In going back for further reflections on emerging adulthood, I think that we need to start with a question: What does it mean to be an adult? Is it to simply to have one more birthday, to turn eighteen? At eighteen I could vote, join the military, be sentenced as an adult if I committed a crime. I could do whatever I wanted without the consent of anyone else, except, idiotically enough, enjoy a glass of wine with my dinner at the restaurant. And yet. I was not financially independent. There was still a lot that I didn’t know. I didn’t feel the sort of assurance and confidence that the child me expected adults to feel. And culturally I wasn’t expected to feel like an adult or to act like one. I didn’t expect to be treated as an adult.
Most of us, in making the transition from childhood to adulthood have very little useful sense of what it is that we’re supposed to be growing into. Is it maturity? Well, there are some remarkably immature senior citizens out there. Though maturity is certainly an element. And what about the various aspects of maturity? Physical, emotional, spiritual.
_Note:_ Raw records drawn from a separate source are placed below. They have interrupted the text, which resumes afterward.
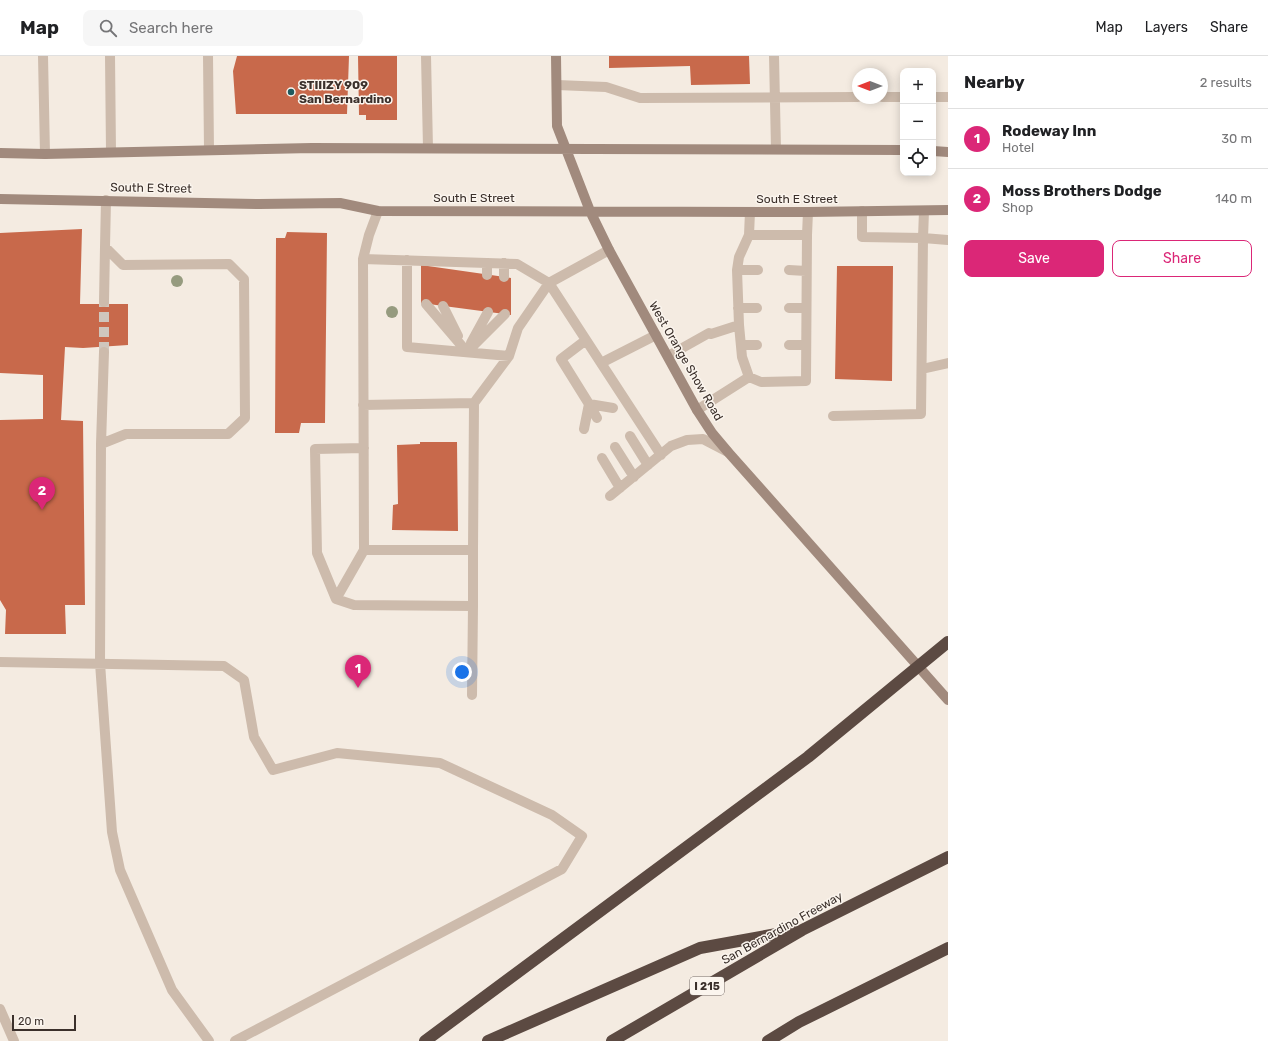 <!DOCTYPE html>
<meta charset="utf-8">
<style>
body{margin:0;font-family:Rubik,sans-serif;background:#f6f6f6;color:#202124}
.controls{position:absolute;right:12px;top:12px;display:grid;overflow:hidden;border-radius:8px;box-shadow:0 2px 10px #0003}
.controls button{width:36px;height:36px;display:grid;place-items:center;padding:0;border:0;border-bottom:1px solid #e0e0e0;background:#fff;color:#202124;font:20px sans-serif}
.compass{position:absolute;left:852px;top:12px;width:36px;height:36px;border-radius:50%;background:#fff;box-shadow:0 2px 10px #0003;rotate:270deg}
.scale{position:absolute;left:12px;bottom:10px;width:64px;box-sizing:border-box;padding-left:4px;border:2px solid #3b302b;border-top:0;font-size:11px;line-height:14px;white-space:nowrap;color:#3b302b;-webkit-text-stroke:3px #fbf5ee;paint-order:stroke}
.you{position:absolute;left:462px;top:616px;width:14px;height:14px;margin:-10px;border:3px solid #fff;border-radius:50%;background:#1a73e8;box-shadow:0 0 0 6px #1a73e833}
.badge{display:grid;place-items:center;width:26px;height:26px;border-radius:50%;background:#db2777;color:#fff;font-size:13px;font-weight:700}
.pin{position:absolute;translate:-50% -33px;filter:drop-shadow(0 1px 2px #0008)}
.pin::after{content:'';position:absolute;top:21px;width:14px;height:12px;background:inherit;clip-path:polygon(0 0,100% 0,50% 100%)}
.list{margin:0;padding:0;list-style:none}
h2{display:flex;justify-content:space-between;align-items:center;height:52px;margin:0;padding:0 16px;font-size:17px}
h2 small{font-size:13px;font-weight:400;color:#757577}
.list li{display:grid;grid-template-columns:26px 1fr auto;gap:12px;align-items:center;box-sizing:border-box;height:60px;padding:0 16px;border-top:1px solid #e0e0e0}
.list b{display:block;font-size:15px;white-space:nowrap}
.list p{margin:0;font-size:13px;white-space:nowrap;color:#757577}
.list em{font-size:13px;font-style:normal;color:#757577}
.actions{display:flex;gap:8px;padding:12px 16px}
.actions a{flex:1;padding:9px 0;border:1px solid #db2777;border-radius:8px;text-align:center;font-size:14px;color:#db2777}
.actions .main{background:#db2777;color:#fff}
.icon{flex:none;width:22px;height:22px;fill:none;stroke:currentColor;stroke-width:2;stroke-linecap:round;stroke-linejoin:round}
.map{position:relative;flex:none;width:948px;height:985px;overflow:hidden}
header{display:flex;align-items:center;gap:24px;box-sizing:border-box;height:56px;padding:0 20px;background:#fff;border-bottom:1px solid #e0e0e0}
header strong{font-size:19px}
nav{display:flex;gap:22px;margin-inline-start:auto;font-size:14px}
.search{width:280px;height:36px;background:#f6f6f6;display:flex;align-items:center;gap:10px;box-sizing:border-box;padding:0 14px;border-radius:8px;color:#757577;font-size:15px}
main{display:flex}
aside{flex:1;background:#fff}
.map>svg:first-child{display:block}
</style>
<header>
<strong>Map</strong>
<div class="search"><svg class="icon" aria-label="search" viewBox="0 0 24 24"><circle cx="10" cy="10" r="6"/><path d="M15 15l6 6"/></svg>Search here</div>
<nav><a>Map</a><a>Layers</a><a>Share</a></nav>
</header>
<main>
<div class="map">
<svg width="948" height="985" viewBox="0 0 948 985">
<rect width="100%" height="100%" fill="#f4ebe1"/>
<path fill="#c8694b" d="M237 0H349L347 58H236L233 15Z
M358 0H397V64H366V59H359Z
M609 0H749L750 28 691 29 690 10 609 12Z
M82 173 80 248H128V289L83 292 65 291 61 364 83 365 85 549H65L66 578H5L6 554 0 544V364L43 363V319L0 317V177Z
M287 176 327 177 325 367H301L299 377H275L276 182H285Z
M421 209 511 222V259L421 247Z
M837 210H893L892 325 835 323Z
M420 386H457L458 475 392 474 393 449 398 448 397 389 420 388Z"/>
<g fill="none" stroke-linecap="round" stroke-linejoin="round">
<path stroke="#cfc6bd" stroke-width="10" stroke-dasharray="10 5" stroke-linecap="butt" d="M104 296V246"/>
<path stroke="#cdbbac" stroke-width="10" d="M110 0 111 96
M208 0 209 94
M426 0 428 92
M774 0 776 93
M557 29 606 31 640 42 858 41
M882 41H903
M933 41H948
M106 144 105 191 123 209 229 208 244 223 245 362 228 378H126L101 388 100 607 112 776 120 814 172 934 209 985
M378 155 369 179 363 203 364 494H473L474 347
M862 155V181L923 182 924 155
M749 179H807
M363 203 517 208 549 227 601 307 656 279
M407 204V291L509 300
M504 207V221
M737 214H758
M789 214 806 215
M487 219V207
M104 246 105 191
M426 248 467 296
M443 250 458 280
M738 252H757
M789 252H806
M739 269 742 301 749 321
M471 287 488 256
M742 289H757
M789 289H806
M467 296 505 258
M668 300 709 277 711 278 739 269 737 214 739 201 749 179 750 156
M601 307 661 399
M922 313 948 307
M589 348 613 352
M589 348 597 362
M363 349 474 347 509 300 518 272 549 227 609 194
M697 354 749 321 761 326 806 325 807 179 808 156
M833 360 921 358 923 182 948 184
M584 373 589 348 561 303 586 284
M630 380 648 409
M101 388 104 296
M615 391 634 421
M364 392 315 393 317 497 336 543 354 549 473 550 472 639
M602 402 620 432
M610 440 671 390 687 384 703 383 728 396
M336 543 364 494
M473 550V494
M0 606 224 610 244 624 254 681 273 714 337 697 440 707 552 759 582 780 562 813 235 985
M0 953 14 985"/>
<path stroke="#cdbbac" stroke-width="10" d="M43 0 45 98"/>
<path stroke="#a18a7d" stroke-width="10" d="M556 0 557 70 590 155 609 194 697 354 712 377 728 396 948 644
M933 95 948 96
M0 97 45 98 312 92 903 94
M0 143 259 148 340 147 378 155 808 156 948 154"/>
<path stroke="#5c4a42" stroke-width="12" d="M425 985 808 701 948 586
M488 985 700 892 793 875
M612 985 802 874 948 801
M768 985 799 966 948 892"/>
</g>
<g fill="#969b7f">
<circle cx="177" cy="225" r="6"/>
<circle cx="392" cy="256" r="6"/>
</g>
<circle fill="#1f5a5e" stroke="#fbf5ee" stroke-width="1.5" cx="291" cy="36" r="4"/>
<g text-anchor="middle" stroke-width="3" stroke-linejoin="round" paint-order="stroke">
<rect fill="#fbf5ee" stroke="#756b66" stroke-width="1" x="690" y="921" width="34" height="18" rx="3"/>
<g font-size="11" font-weight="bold" fill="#3b302b">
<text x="707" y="934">I 215</text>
</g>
<g font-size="12" font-weight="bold" fill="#3b302b" stroke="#fbf5ee" text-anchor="start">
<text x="299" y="33">STIIIZY 909<tspan x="299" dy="14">San Bernardino</tspan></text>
</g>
<g font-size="12" fill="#3b302b" stroke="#fbf5ee">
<text transform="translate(151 132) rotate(1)" y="4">South E Street</text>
<text x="474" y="146">South E Street</text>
<text x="797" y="147">South E Street</text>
<text transform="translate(686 305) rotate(60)" y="4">West Orange Show Road</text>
<text transform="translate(782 872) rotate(-29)" y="4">San Bernardino Freeway</text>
</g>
</g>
</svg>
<div class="controls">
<button>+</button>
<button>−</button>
<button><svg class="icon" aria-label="locate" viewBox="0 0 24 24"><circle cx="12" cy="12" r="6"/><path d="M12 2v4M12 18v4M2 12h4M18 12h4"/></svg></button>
</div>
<svg class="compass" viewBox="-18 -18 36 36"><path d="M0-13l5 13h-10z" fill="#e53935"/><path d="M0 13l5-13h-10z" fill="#757577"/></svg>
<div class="scale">20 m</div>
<div class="you"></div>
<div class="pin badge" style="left:358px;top:632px">1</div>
<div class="pin badge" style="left:42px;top:454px">2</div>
</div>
<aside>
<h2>Nearby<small>2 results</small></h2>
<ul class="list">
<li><span class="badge">1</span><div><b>Rodeway Inn</b><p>Hotel</p></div><em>30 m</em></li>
<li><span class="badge">2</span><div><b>Moss Brothers Dodge</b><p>Shop</p></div><em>140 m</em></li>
</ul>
<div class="actions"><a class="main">Save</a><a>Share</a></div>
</aside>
</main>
What else is involved?
I think that adulthood is that season in our lives when we can reasonably demand, expect, and be viewed and treated as an equal—as an adult—by all those adults around us in society. We’ve given it some age tags: by this point you should at least be starting to make these adjustments, even if you haven’t finished them. And it’s a relational thing. It’s me expecting to be treated in a certain way and you treating me in that way. It’s younger people asserting their peerage and older members acknowledging it. Rights and responsibilities and priviliges are all tied in, but all they all stem from a certain basic recognition of the equal worth of each human being and how we give each other the dignity of recognizing that equality.
So why does our culture, one supposedly based on freedom and equality have so many problems with people making that transition, and what's the church's role in all this? More, eventually.